The sample-size plot is a useful diagnostic for any score-based discovery workflow. Stable graph recovery at larger samples is more reassuring than a graph that only appears in one small subsample.

Model-Mismatch Stress Test

BIC-GES is a linear Gaussian score. This section runs the same method on three datasets with different mechanisms. The purpose is not to say BIC-GES is bad; it is to show that score assumptions matter.

# Run BIC-GES on datasets with increasingly mismatched mechanisms.
regime_metric_rows = []
regime_edge_rows = []
regime_score_rows = []
for dataset_name in ["linear_gaussian", "linear_nongaussian", "nonlinear_continuous"]:
    label = f"bic_ges_{dataset_name}"
    record, edge_table, messages = run_ges_bic(datasets[dataset_name], label=label, lambda_value=0.5)
    metrics = summarize_against_truth(edge_table, true_edges, label).assign(dataset=dataset_name)
    regime_metric_rows.append(metrics)
    regime_edge_rows.append(edge_table.assign(dataset=dataset_name))
    regime_score_rows.append(
        {
            "run": label,
            "dataset": dataset_name,
            "score": record["score"],
            "forward_updates": len(record.get("update1", [])),
            "backward_updates": len(record.get("update2", [])),
        }
    )

regime_metrics = pd.concat(regime_metric_rows, ignore_index=True)
regime_edges = pd.concat(regime_edge_rows, ignore_index=True)
regime_scores = pd.DataFrame(regime_score_rows)

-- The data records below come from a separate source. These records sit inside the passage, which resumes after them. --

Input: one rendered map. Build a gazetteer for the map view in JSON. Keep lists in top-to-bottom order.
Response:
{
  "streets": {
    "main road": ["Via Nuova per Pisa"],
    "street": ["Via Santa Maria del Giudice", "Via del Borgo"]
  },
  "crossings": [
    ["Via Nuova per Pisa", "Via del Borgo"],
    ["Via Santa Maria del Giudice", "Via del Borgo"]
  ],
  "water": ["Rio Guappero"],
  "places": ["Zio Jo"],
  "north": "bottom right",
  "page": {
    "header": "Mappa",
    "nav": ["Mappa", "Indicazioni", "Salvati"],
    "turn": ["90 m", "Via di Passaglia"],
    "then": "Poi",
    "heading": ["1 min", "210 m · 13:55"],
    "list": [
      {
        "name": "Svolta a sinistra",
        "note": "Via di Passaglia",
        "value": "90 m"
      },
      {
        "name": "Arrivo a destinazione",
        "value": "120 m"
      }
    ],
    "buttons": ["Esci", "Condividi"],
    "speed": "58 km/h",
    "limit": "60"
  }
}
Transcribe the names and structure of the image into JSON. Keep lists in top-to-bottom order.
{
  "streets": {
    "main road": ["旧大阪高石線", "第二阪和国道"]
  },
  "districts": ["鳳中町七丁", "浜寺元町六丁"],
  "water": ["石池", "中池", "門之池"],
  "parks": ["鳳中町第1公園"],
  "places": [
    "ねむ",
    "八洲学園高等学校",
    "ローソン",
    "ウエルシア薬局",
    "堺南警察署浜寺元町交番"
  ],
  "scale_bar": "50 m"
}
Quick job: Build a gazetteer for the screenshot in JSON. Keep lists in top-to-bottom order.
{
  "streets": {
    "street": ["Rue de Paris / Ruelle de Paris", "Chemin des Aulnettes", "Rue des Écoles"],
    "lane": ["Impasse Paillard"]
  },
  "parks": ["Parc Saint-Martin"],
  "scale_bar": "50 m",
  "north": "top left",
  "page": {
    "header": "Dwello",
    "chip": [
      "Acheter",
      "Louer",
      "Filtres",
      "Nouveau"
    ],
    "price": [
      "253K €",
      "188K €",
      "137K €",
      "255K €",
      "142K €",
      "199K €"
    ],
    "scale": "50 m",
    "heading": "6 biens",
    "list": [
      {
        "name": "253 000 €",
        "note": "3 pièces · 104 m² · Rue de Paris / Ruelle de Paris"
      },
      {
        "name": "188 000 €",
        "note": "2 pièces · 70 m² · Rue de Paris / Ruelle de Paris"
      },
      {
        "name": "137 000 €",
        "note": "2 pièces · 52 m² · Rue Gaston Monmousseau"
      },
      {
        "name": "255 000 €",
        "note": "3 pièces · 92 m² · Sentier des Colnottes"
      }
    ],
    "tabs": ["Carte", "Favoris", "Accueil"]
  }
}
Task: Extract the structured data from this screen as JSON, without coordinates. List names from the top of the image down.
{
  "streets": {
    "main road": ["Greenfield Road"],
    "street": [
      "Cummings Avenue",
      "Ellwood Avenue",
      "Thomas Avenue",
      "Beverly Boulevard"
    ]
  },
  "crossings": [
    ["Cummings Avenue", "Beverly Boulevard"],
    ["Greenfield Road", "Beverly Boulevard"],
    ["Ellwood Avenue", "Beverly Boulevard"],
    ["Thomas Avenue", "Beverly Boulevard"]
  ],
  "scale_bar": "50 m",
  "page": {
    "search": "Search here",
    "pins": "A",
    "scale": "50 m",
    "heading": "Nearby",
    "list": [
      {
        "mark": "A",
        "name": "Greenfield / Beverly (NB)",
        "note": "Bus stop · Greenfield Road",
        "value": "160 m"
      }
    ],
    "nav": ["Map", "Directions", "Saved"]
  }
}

regime_metrics.to_csv(TABLE_DIR / f"{NOTEBOOK_PREFIX}_mechanism_stress_test_metrics.csv", index=False)
regime_edges.to_csv(TABLE_DIR / f"{NOTEBOOK_PREFIX}_mechanism_stress_test_edges.csv", index=False)
regime_scores.to_csv(TABLE_DIR / f"{NOTEBOOK_PREFIX}_mechanism_stress_test_scores.csv", index=False)

display(regime_scores)
display(regime_metrics)
display(regime_edges)
run dataset score forward_updates backward_updates
0 bic_ges_linear_gaussian linear_gaussian -2547.995676 8 2
1 bic_ges_linear_nongaussian linear_nongaussian -2561.286088 8 1
2 bic_ges_nonlinear_continuous nonlinear_continuous -4253.218605 9 0
run learned_edges_total definite_directed_edges true_edges correct_directed_edges directed_precision directed_recall reversed_true_edges unresolved_true_adjacencies missing_true_adjacencies extra_adjacencies dataset
0 bic_ges_linear_gaussian 6 6 6 6 1.000000 1.000000 0 0 0 0 linear_gaussian
1 bic_ges_linear_nongaussian 7 7 6 6 0.857143 1.000000 0 0 0 1 linear_nongaussian
2 bic_ges_nonlinear_continuous 9 6 6 1 0.166667 0.166667 2 3 0 3 nonlinear_continuous
run source edge_type target dataset
0 bic_ges_linear_gaussian need --> match linear_gaussian
1 bic_ges_linear_gaussian intent --> match linear_gaussian
2 bic_ges_linear_gaussian intent --> renewal linear_gaussian
3 bic_ges_linear_gaussian match --> engagement linear_gaussian
4 bic_ges_linear_gaussian engagement --> renewal linear_gaussian
5 bic_ges_linear_gaussian engagement --> support linear_gaussian
6 bic_ges_linear_nongaussian need --> match linear_nongaussian
7 bic_ges_linear_nongaussian intent --> match linear_nongaussian
8 bic_ges_linear_nongaussian intent --> engagement linear_nongaussian
9 bic_ges_linear_nongaussian intent --> renewal linear_nongaussian
10 bic_ges_linear_nongaussian match --> engagement linear_nongaussian
11 bic_ges_linear_nongaussian engagement --> renewal linear_nongaussian
12 bic_ges_linear_nongaussian engagement --> support linear_nongaussian
13 bic_ges_nonlinear_continuous intent --> need nonlinear_continuous
14 bic_ges_nonlinear_continuous match --> need nonlinear_continuous
15 bic_ges_nonlinear_continuous engagement --> need nonlinear_continuous
16 bic_ges_nonlinear_continuous intent --> match nonlinear_continuous
17 bic_ges_nonlinear_continuous intent --- renewal nonlinear_continuous
18 bic_ges_nonlinear_continuous engagement --> match nonlinear_continuous
19 bic_ges_nonlinear_continuous renewal --> match nonlinear_continuous
20 bic_ges_nonlinear_continuous engagement --- renewal nonlinear_continuous
21 bic_ges_nonlinear_continuous engagement --- support nonlinear_continuous

The stress test shows the main limitation of a score: when the score is mismatched to the data-generating process, the discovered graph can deteriorate. The nonlinear dataset is especially hard for a linear Gaussian score.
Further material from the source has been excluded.